学术报告:Geometric and arithmetic properties of Besicovitch sets
报告题目:Geometric and arithmetic properties of Besicovitch sets
报告摘要: Besicovitch sets are related to many mathematic fields. For instance, fractal geometry, harmonic analysis, and combinatorics. In this talk, we introduce the definition of Besicovitch sets and Kakeya conjecture. We show some known results by applying geometric methods and Bourgain's arithmetic method.
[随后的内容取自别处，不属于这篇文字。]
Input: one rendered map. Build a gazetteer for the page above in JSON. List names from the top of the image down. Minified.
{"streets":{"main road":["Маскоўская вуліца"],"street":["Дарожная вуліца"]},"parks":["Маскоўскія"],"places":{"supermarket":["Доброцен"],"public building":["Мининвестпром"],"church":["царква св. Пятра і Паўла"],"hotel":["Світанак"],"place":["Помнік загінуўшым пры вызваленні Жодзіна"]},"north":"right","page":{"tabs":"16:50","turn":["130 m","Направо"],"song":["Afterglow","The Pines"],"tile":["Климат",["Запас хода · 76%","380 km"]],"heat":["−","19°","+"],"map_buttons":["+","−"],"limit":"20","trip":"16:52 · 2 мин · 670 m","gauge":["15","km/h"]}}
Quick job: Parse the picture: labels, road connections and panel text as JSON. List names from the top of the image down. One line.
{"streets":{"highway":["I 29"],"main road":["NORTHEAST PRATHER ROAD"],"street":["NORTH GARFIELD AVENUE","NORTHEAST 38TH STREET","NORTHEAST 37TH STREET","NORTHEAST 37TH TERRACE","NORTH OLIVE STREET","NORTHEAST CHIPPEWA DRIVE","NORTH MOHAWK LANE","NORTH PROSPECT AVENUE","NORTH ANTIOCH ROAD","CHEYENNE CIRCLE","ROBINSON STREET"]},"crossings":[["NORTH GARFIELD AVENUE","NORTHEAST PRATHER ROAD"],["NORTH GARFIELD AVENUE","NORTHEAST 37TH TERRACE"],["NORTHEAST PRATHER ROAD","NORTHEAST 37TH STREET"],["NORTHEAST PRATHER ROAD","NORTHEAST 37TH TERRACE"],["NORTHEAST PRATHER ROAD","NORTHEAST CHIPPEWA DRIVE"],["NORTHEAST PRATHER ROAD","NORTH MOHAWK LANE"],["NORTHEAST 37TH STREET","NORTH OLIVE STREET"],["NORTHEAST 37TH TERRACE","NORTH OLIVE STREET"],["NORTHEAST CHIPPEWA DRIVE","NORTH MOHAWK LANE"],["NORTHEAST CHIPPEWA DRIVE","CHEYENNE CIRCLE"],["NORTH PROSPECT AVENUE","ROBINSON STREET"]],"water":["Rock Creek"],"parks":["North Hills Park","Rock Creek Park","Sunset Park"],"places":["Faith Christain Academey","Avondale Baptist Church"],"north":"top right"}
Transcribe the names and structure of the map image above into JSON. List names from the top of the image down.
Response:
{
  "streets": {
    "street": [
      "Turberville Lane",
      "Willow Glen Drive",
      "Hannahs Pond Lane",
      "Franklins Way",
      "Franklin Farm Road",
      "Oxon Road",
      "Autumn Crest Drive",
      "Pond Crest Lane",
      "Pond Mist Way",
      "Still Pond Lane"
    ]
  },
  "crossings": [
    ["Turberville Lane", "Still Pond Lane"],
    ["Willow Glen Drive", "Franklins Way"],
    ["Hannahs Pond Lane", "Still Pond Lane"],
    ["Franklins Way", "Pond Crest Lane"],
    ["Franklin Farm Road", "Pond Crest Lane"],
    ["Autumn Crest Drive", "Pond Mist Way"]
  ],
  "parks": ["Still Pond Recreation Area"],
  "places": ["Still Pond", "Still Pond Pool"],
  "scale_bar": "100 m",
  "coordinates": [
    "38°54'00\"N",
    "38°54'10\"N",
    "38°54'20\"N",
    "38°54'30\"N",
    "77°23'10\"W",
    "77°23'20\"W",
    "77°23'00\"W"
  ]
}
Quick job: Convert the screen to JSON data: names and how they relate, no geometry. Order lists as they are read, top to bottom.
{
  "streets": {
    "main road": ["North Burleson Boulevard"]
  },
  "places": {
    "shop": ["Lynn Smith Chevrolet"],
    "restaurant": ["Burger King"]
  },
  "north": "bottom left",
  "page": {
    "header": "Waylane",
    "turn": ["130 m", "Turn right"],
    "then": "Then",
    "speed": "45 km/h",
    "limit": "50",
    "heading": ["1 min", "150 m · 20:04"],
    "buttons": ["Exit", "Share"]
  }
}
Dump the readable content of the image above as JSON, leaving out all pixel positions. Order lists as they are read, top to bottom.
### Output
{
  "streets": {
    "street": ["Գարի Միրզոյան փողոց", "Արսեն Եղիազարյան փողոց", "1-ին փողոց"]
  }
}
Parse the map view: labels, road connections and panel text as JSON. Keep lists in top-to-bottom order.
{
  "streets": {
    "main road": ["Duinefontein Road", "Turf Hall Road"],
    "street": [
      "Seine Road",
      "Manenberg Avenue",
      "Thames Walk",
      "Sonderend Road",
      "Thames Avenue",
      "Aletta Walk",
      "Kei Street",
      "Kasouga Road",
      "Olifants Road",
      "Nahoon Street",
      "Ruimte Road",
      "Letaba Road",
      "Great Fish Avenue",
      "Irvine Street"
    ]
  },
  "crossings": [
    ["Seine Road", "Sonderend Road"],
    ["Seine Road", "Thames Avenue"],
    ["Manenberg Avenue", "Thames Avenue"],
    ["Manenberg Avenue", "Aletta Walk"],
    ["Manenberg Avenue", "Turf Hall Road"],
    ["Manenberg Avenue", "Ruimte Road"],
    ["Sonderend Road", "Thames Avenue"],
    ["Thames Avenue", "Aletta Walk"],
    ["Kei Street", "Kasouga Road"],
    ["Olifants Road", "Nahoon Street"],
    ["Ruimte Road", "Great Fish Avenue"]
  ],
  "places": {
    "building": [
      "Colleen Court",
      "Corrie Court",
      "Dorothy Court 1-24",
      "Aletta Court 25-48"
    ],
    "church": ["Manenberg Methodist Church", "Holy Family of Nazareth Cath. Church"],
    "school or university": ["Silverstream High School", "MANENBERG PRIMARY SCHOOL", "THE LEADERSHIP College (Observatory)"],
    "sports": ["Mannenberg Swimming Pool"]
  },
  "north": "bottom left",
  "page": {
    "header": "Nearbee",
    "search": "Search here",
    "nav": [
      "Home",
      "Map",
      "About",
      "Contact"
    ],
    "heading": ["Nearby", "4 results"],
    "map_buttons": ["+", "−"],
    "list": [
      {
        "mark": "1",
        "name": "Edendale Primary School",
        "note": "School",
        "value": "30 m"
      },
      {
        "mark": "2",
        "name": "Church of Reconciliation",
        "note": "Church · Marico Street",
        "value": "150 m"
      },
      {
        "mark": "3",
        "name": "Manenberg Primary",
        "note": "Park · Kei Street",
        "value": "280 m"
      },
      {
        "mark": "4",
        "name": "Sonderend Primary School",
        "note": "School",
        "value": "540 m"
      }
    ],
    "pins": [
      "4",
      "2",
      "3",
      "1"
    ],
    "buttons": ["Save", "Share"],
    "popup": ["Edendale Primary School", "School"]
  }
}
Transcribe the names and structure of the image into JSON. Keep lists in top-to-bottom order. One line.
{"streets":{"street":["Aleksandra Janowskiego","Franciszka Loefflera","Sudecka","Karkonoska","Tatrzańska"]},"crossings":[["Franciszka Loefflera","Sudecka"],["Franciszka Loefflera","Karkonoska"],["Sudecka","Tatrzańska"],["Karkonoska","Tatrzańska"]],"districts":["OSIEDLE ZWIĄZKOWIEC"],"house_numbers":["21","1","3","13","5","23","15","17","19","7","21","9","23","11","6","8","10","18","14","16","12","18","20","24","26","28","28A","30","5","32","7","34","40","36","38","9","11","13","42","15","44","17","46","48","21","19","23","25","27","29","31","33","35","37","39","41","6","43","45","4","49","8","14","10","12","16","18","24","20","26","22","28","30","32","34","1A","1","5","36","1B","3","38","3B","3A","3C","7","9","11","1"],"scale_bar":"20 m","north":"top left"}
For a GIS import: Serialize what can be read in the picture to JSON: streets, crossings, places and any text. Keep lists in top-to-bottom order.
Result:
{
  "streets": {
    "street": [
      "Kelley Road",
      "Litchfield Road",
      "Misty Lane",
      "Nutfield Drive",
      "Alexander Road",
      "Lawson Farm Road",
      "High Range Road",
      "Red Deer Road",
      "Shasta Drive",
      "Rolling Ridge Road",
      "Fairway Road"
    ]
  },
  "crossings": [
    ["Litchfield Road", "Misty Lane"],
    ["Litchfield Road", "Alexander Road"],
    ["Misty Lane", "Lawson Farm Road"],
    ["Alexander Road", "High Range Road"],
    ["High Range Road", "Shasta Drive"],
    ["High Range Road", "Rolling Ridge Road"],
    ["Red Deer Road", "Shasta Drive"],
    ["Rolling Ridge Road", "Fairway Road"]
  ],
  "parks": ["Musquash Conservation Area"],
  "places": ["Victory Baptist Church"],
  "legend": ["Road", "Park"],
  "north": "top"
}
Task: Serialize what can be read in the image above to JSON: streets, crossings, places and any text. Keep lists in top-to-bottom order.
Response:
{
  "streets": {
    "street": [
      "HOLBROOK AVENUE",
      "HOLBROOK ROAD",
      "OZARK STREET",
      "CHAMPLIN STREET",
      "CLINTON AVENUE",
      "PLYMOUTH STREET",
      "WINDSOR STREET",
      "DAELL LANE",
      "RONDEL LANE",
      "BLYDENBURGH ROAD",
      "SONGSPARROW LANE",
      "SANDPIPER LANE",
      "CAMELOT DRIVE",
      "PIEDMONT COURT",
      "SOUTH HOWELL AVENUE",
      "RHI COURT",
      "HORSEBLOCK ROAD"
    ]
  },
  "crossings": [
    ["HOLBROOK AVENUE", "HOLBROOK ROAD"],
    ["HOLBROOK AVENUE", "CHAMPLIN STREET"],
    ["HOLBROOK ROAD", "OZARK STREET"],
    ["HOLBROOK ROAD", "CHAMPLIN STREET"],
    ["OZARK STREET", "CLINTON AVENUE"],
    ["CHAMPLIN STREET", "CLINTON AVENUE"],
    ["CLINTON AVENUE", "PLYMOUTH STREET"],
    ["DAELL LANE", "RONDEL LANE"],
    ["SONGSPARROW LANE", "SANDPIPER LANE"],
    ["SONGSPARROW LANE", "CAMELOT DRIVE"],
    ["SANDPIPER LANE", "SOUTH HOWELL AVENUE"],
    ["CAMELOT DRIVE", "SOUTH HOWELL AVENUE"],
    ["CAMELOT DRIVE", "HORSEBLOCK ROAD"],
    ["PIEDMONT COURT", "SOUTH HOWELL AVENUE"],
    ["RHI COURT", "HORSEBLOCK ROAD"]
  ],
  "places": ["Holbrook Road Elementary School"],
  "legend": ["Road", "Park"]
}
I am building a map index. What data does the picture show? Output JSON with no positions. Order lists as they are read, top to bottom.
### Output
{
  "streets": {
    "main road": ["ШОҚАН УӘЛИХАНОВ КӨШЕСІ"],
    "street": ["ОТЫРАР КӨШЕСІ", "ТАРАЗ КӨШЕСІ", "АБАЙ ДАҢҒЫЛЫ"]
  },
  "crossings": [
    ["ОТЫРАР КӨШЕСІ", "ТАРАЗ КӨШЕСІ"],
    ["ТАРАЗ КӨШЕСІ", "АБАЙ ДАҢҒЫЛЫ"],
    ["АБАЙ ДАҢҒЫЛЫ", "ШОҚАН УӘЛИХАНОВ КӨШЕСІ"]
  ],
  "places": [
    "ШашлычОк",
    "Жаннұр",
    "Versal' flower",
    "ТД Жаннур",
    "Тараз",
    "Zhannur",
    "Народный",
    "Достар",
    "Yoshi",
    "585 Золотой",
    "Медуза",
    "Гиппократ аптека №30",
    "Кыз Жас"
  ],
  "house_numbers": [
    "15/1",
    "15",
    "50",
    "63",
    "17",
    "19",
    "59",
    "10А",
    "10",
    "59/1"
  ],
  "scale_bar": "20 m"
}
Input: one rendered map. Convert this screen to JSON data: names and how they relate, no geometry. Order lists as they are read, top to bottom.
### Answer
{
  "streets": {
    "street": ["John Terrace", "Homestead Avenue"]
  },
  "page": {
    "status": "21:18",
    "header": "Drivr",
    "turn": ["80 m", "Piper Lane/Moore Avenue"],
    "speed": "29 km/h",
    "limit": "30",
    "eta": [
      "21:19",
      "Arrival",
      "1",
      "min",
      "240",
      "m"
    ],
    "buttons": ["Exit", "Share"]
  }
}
As a corollary of above arguments, we obtain the lower bounds estimates for the box dimension of Besicovitch sets.
主办单位:湖北大学数学与统计学学院
报告专家:陈昌昊
报告时间:2017年9月9日(周六)14:00-15:00
报告地点:数统学院203会议室
专家简介:陈昌昊,男,New South Wales(悉尼)博士后,Oulu大学(芬兰)博士,期间研究内容有projections of fractal sets, Kakeya problem, metric Diophantine approximation, Fourier transform of measures, doubling measures, quasiconformal mappings, dynamical systems, etc. 期间在Illinosis Journal of Mathematics、Ann. Acad. Sci. Fenn. Math.、Ark. Mat.等杂志发表SCI论文进二十篇。先后参加十余场国际会议,并多次作报告。